A specialist, a concern, and a theory

Since sleep and I are not on speaking terns at the moment, I figured I might as well update my blog. Okay, truly, it’s sleep who isn’t talking to me. I’ve tried. Really I have. It took me back for a bit, but them my sinuses closed up, I couldn’t breathe, and there was the whole thing with me almost drowning from lack of air … It was messy. Sleep kicked me out. 😦

I’ll try again when the allergy meds and the sinus spray to reduce the inflammation kicks in. Until then, I’ll tell you a story about my doctor’s appointment. Oh, don’t bother with a chair, it’s a short one today. Gasp all you want, it’s true. I am making a short post.

As the title says:

Specialist: It started out typically, him asking me what’s new, and how I am. I suspect he was trying to be funny with the new comment? Whatever, I laugh, it makes him happy. *shrugs* I’ve got it down to a since now. I handed him my list of gastroenterologist I researched. There was only one very highly rated female in Kelowna, the rest were in Vancouver. And of course the medical system prefers to pay within certain “districts” (since I can’t remember how he worded it), so Kelowna is the pick.

Concern: I finally remembered to mention the Deja vu thing. At first he laughed (not in a mean way.) but as I described it to him he became concerned. And when I said my Mom thought it meant seizure, (but I scoffed) he seemed very concerned, and added it to my list of symptoms. NOT positive, but I think he put a star by it?? (Also mentioned in passing my depression. Have a feeling he might medicate if I mention it again. So I better be sure I want that before next appointment. :/ )

Theory: He brought up the adhesions again. Stating that that was what he was leaning towards, but because it involved surgery (twice – once to confirm that is the problem, and one to actually do something about it), they need to rule everything out first. He was very sympathetic. Maybe empathetic? I’m never sure of which one someone is feeling.
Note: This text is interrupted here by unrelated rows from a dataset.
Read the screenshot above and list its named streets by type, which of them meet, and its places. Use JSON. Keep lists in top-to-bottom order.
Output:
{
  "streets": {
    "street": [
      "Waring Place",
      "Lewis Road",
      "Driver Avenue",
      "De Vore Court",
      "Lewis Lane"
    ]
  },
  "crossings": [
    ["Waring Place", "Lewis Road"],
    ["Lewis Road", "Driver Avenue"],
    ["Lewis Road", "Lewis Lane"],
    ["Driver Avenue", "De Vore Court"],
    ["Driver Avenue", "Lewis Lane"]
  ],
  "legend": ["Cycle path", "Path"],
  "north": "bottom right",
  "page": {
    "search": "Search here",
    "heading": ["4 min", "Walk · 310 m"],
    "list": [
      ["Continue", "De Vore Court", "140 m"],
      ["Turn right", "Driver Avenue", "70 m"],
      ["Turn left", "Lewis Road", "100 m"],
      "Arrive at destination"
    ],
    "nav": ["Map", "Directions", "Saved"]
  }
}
My brain is hazy, so details are lost. I remember doc dragging the appointment out longer (usually it’s me. But I am becoming efficient). I just can not remember at all why? He even went back to the computer after I stood up. I don’t know.

At least we are getting some where. I think? Depending how long it takes to get into the specialist. UGH!
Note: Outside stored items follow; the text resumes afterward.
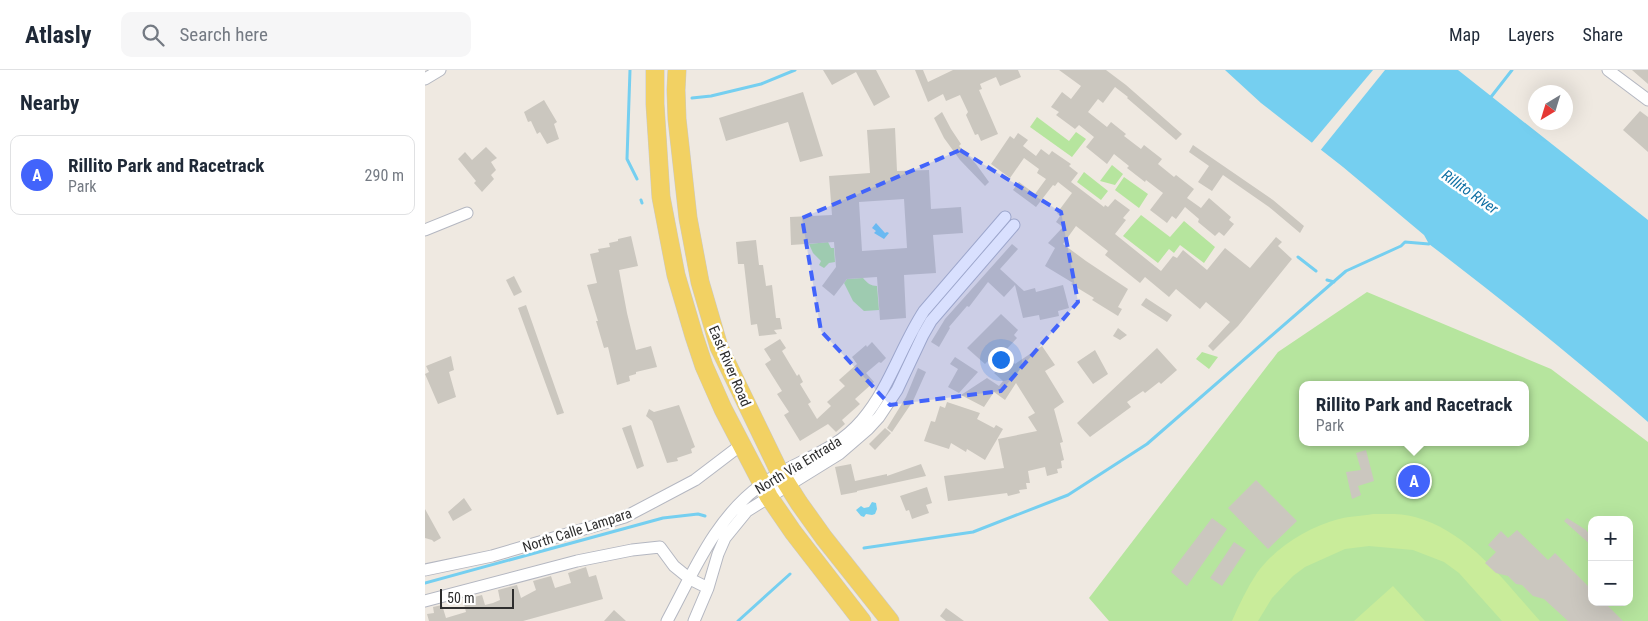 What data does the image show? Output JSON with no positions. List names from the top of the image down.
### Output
{
  "streets": {
    "main road": ["East River Road"],
    "street": ["North Via Entrada", "North Calle Lampara"]
  },
  "crossings": [
    ["East River Road", "North Via Entrada"],
    ["East River Road", "North Calle Lampara"],
    ["North Via Entrada", "North Calle Lampara"]
  ],
  "water": ["Rillito River"],
  "scale_bar": "50 m",
  "north": "bottom left",
  "page": {
    "header": "Atlasly",
    "search": "Search here",
    "nav": ["Map", "Layers", "Share"],
    "heading": "Nearby",
    "list": [
      {
        "mark": "A",
        "name": "Rillito Park and Racetrack",
        "note": "Park",
        "value": "290 m"
      }
    ],
    "popup": ["Rillito Park and Racetrack", "Park"],
    "pins": "A",
    "map_buttons": ["+", "−"],
    "scale": "50 m"
  }
}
Now I just need to suck it up and call union to see if there is LTD or some sort of fund I can dip into when the EI runs out. YIKES

Hey, at least I feeling like fighting again … well, after some sleep.

Now, that wasn’t so bad eh? Now, if you will excuse me, I need to figure out why my insides are trying to cut their way out. Only missed one day in the bathroom. But drinking a thousand cups of coffee just in case. Kidding, one should do. IF that’s the problem. Not sure which pain is worse? While going? Or if I miss a day?